Bundesgerichtshof
Entscheidung vom 15.12.2011, Az.: 1 STR 579/11
Entscheidungsgründe
1. Die Verfahrensrüge einer Verletzung des § 189 GVG, mit der geltend gemacht wird, der Dolmetscher für die arabische Sprache eines Mitangeklagten, K., sei nicht gemäß § 189 Abs. 1 GVG vereidigt worden und habe sich auch nicht auf seine - zuvor schon erfolgte - allgemeine Beeidigung als Dolmetscher berufen, hat keinen Erfolg.

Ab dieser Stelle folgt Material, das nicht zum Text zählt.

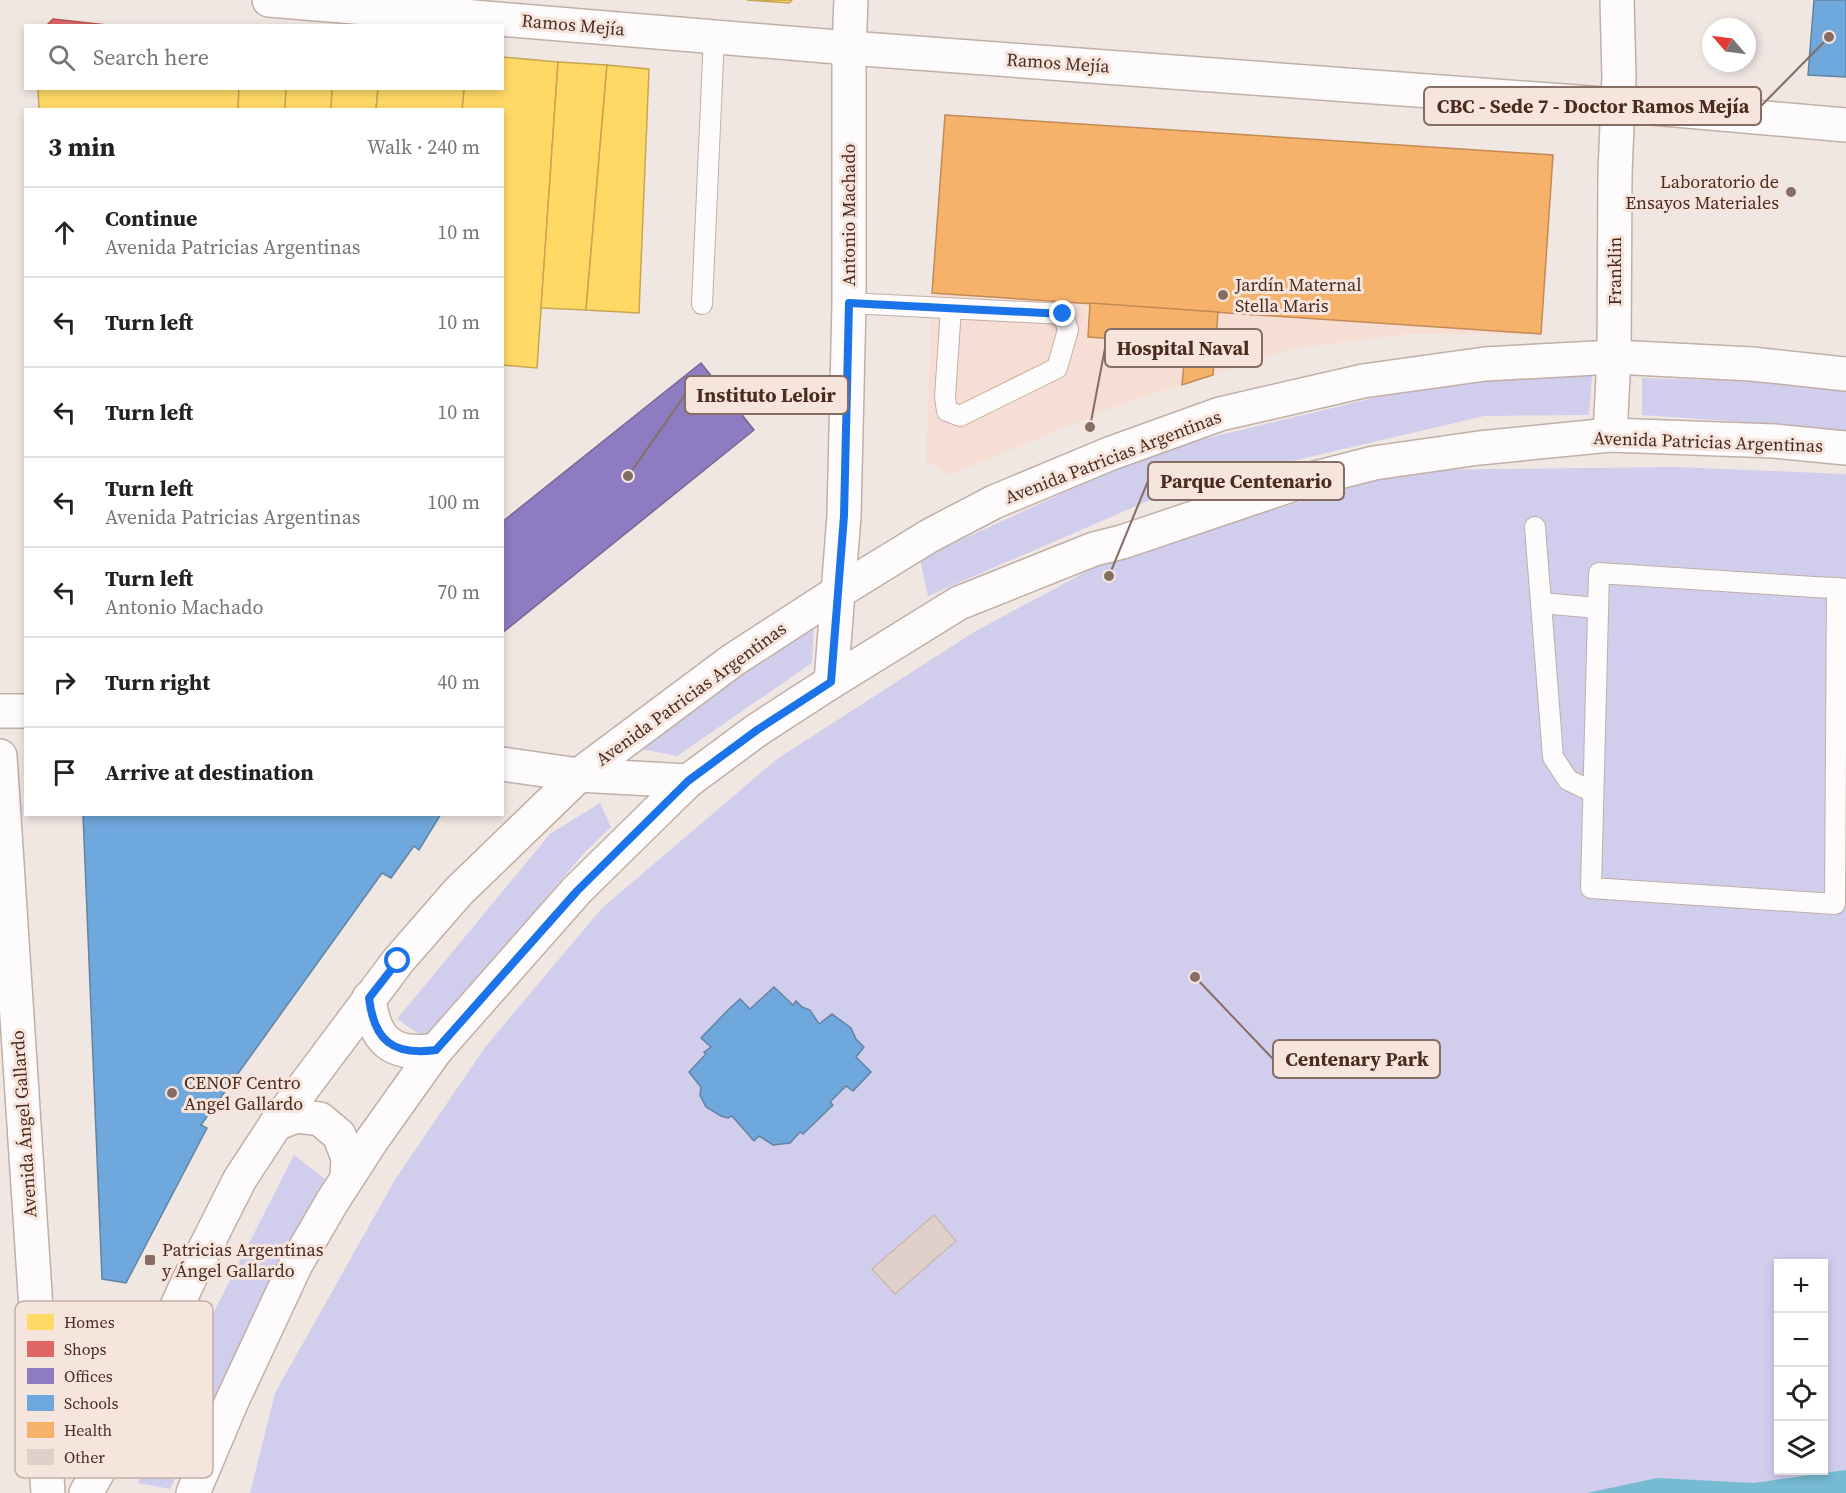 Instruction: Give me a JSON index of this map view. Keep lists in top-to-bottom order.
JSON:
{
  "streets": {
    "main road": [
      "Ramos Mejía",
      "Antonio Machado",
      "Franklin",
      "Avenida Patricias Argentinas",
      "Avenida Ángel Gallardo"
    ]
  },
  "crossings": [
    ["Ramos Mejía", "Antonio Machado"],
    ["Ramos Mejía", "Franklin"],
    ["Antonio Machado", "Avenida Patricias Argentinas"],
    ["Franklin", "Avenida Patricias Argentinas"]
  ],
  "places": {
    "other": [
      "CBC - Sede 7 - Doctor Ramos Mejía",
      "Laboratorio de Ensayos Materiales",
      "Jardín Maternal Stella Maris",
      "Hospital Naval",
      "Instituto Leloir",
      "Parque Centenario",
      "Centenary Park",
      "CENOF Centro Angel Gallardo"
    ],
    "transit": ["Patricias Argentinas y Ángel Gallardo"]
  },
  "legend": [
    "Homes",
    "Shops",
    "Offices",
    "Schools",
    "Health",
    "Other"
  ],
  "north": "top left",
  "page": {
    "search": "Search here",
    "heading": ["3 min", "Walk · 240 m"],
    "list": [
      ["Continue", "Avenida Patricias Argentinas", "10 m"],
      ["Turn left", "10 m"],
      ["Turn left", "10 m"],
      ["Turn left", "Avenida Patricias Argentinas", "100 m"],
      ["Turn left", "Antonio Machado", "70 m"],
      ["Turn right", "40 m"],
      "Arrive at destination"
    ],
    "map_buttons": ["+", "−"]
  }
} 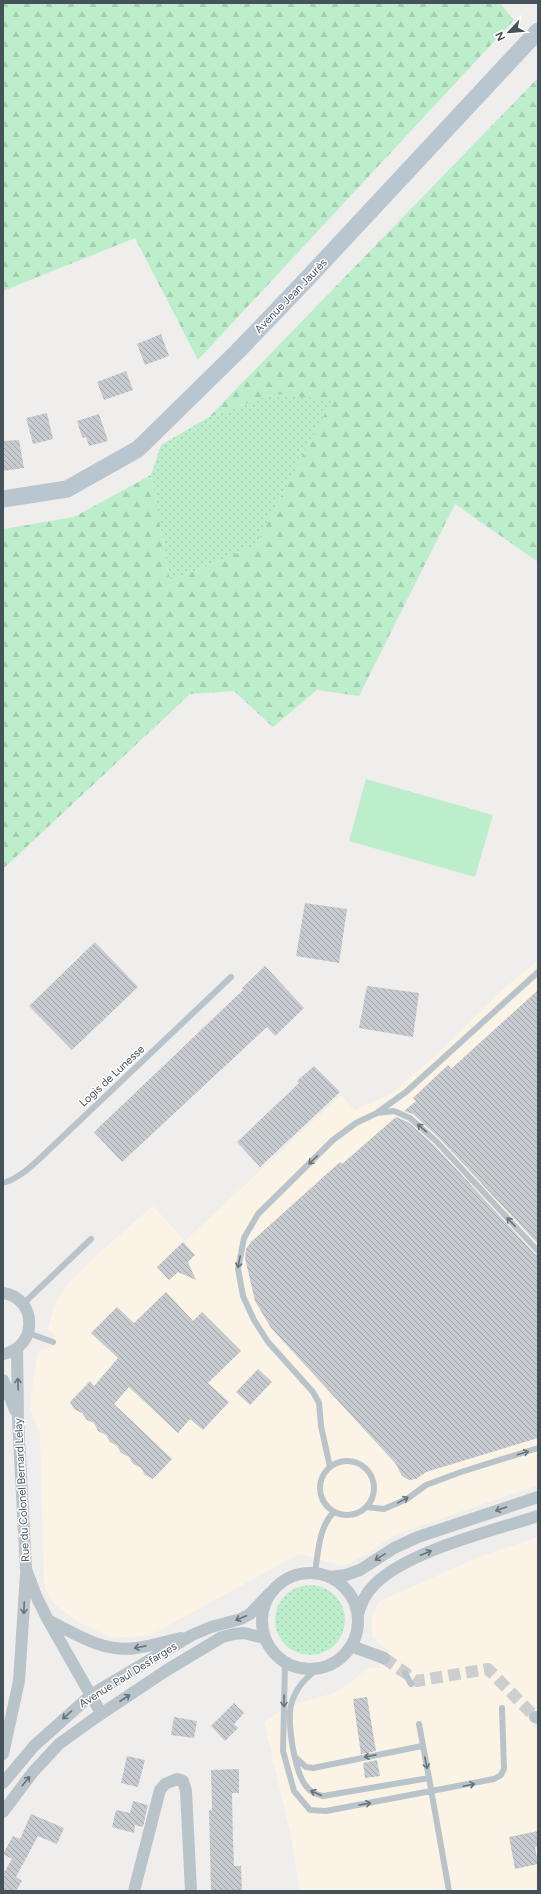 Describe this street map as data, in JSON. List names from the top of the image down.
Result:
{
  "streets": {
    "main road": ["Avenue Jean Jaurès"],
    "street": ["Rue du Colonel Bernard Lelay", "Avenue Paul Desfarges"],
    "lane": ["Logis de Lunesse"]
  },
  "crossings": [
    ["Rue du Colonel Bernard Lelay", "Avenue Paul Desfarges"]
  ],
  "north": "bottom left"
} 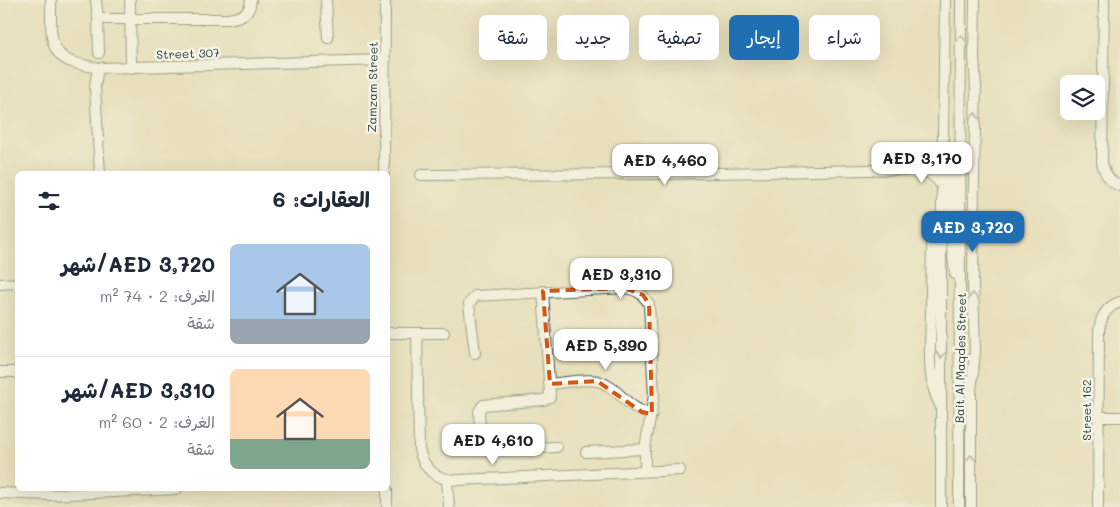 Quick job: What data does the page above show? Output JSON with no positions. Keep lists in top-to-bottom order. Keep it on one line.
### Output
{"streets":{"street":["Street 307","Zamzam Street","Bait Al Maqdes Street","Street 162"]},"crossings":[["Street 307","Zamzam Street"]],"page":{"chip":["شراء","إيجار","تصفية","جديد","شقة"],"price":["AED 3,170","AED 4,460","AED 3,720","AED 3,310","AED 5,390","AED 4,610"],"heading":"العقارات: 6","list":[{"name":"AED 3,720/شهر","note":"الغرف: 2 · 74 m² · شقة"},{"name":"AED 3,310/شهر","note":"الغرف: 2 · 60 m² · شقة"}]}} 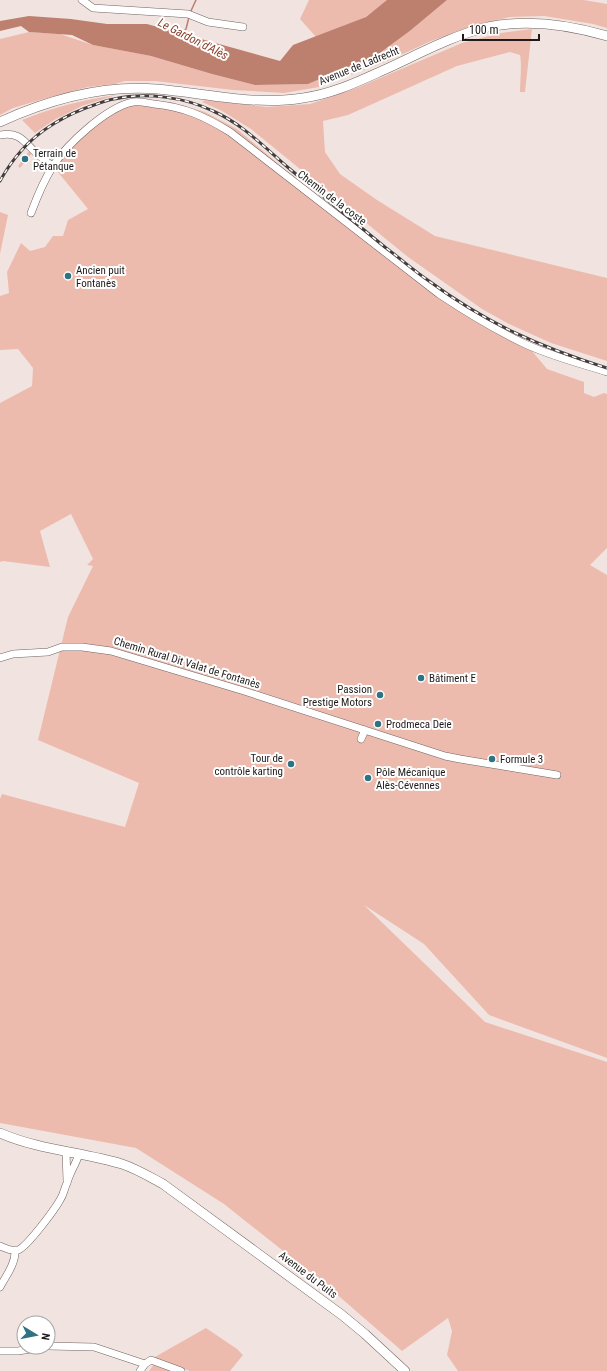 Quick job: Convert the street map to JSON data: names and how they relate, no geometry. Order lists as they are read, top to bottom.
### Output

a) Allerdings zeigt die Revision zutreffend auf, dass das Hauptverhandlungsprotokoll - vor dessen Berichtigung - weder einen Hinweis darauf enthalten hat, dass dieser Dolmetscher dahin beeidigt worden ist, treu und gewissenhaft zu übertragen, noch, dass er sich auf seine allgemeine Beeidigung als Dolmetscher berufen hat. Durch das Fehlen eines derartigen Hinweises wird der Verstoß gegen § 189 GVG unwiderleglich bewiesen, denn bei der Vereidigung eines Dolmetschers gemäß § 189 Abs. 1 GVG handelt es sich um eine wesentliche Förmlichkeit i.S.v. § 274 StPO (vgl. BGH, Beschluss vom 29. Juni 1987 - 3 StR 285/87, BGHR GVG § 189 Beeidigung 1).
b) Die Verfahrensrüge dringt aber nicht durch, weil der Senat ausschließen kann, dass das angefochtene Urteil auf diesem Verstoß beruht (aa). Zudem wurde das Hauptverhandlungsprotokoll ordnungsgemäß dahin berichtigt, dass sich der Dolmetscher K. auf seine allgemeine Vereidigung als Dolmetscher für die arabische Sprache berufen hat (bb).
aa) Der Senat schließt aus, dass das Urteil auf einer Nichtberufung des Dolmetschers K. beruht, der für einen Mitangeklagten hinzugezogen worden war.
Angesichts der Vereidigung der übrigen Dolmetscher in der Hauptverhandlung bestehen keine Anhaltspunkte dafür, dass dem Dolmetscher K. sein eigener allgemein geleisteter Eid aus dem Blick geraten sein könnte. Auch sind keine Anhaltspunkte dafür ersichtlich, dass er deswegen nicht treu und gewissenhaft übertragen hat, weil nicht nach außen dokumentiert ist, dass er sich seine allgemeine Beeidigung gerade im Einzelfall vergegenwärtigt hat. Vielmehr ist fernliegend, dass ein allgemein vereidigter Dolmetscher, der jahrelang bei Gericht übersetzt und sich immer wieder auf seinen allgemein geleisteten Eid berufen hat, sich seiner Verpflichtung im Einzelfall nicht bewusst war und er deshalb unrichtig übersetzt hat (vgl. BGH, Beschluss vom 27. Juli 2005 - 1 StR 208/05, NStZ 2005, 705).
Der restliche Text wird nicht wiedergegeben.